There was a time I was pissed at my brother Cian for enlisting in the Army the second he turned eighteen and determined Cassie and I were old enough to manage on our own. Ma had always been a bit eccentric, but she kicked it up several notches when he shipped out. At first, I understood. We were all scared. Except it never mellowed.

Although I might not be the devoted Catholic my mother is, guilt over my poor attendance still ate away at me. Not that I lacked faith, just wanted to explore it my own way.

To help alleviate my guilt, keep the nightmares at bay, and hopefully save my soul, I made sure to do good with the bad. In hopes it would outweigh or at least neutralize some of my miscreant ways.

Take the Lord’s name in vain: donate to charity.

Have premarital sex: drop nonperishables at the shelter.

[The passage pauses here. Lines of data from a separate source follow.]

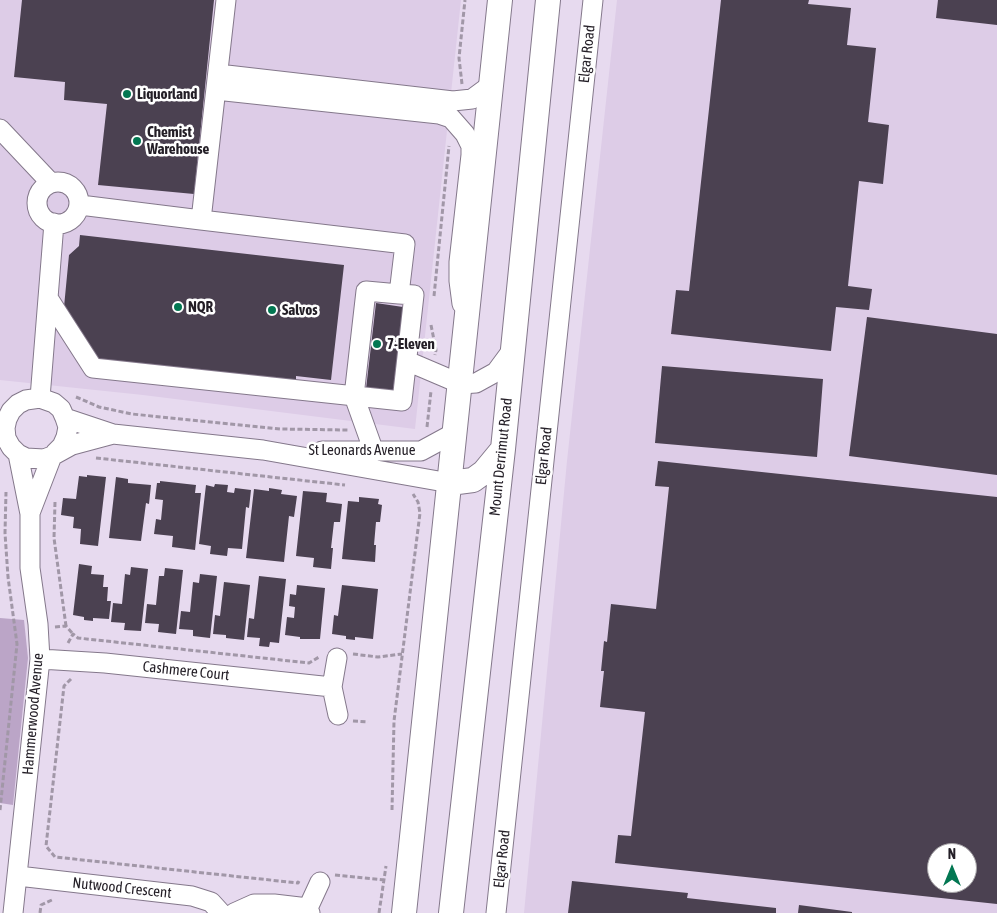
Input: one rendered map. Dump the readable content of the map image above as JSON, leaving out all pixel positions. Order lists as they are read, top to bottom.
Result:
{
  "streets": {
    "main road": ["Mount Derrimut Road"],
    "street": [
      "Elgar Road",
      "St Leonards Avenue",
      "Cashmere Court",
      "Hammerwood Avenue",
      "Nutwood Crescent"
    ]
  },
  "crossings": [
    ["St Leonards Avenue", "Hammerwood Avenue"],
    ["Cashmere Court", "Hammerwood Avenue"],
    ["Hammerwood Avenue", "Nutwood Crescent"]
  ],
  "places": [
    "Liquorland",
    "Chemist Warehouse",
    "NQR",
    "Salvos",
    "7-Eleven"
  ],
  "north": "top"
}
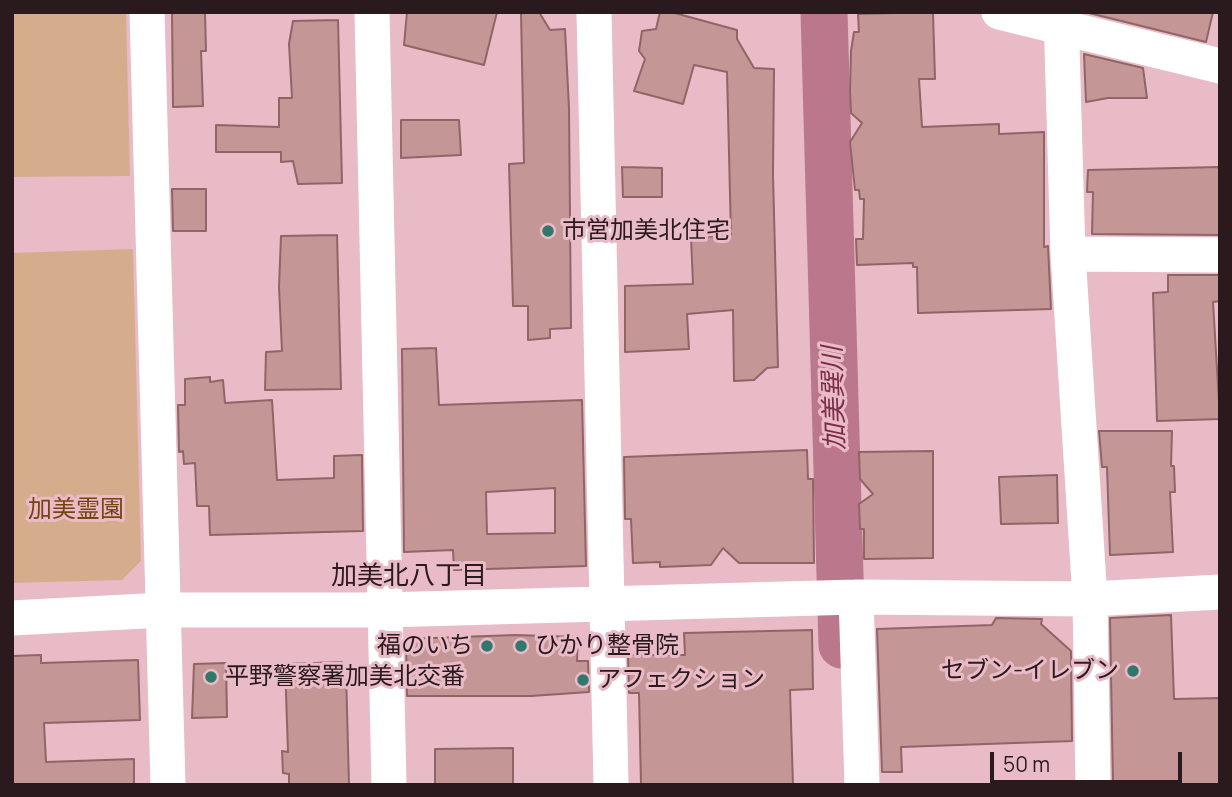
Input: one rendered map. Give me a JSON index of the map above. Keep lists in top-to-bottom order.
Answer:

Skip church: go to the local youth center and host a self-defense class.

Even when I’m not making up for my indiscretions, I’ve always been a charitable guy. Helping someone whenever I can, looking out for our neighborhood, protecting those in need. Not trying to be Batman or anything. We’ve just always been a tight-knit community and we look out for our own, how ever we can. It’s not always about beating up some asshole who got too handsy. Sometimes it’s about helping Mrs. Watson mow her lawn because she’s a ninety-year-old widow on a fixed income. Not that I do it myself. Instead, I pay Connor, the thirteen-year-old son of an overworked single mom. I got him set up to help Mrs. Watson. Now he has half the neighborhood hiring him and has started a small enterprise.

I understand none of this is exactly in line with the lessons Father Flannigan hoped to bestow upon me. But it has to count for something? Doesn’t it?

I used to believe it did. But now I’m not so sure.

Because, more recently, I can’t help but wonder if God is punishing me or the devil is tempting me to commit the ultimate sin…

Ma might have written off my soul long ago—granted, after her own indiscretions came to light last year, her holier-than-thoucomments don’t deliver the same punch—but there are some lines I never dreamed of crossing. Considering my reputation, that line is a brick wall buried in the darkest of forests. So high the top is lost in the stormy clouds. There ain’t much I won’t do. So, the things I deem wrong are the worst of the worst.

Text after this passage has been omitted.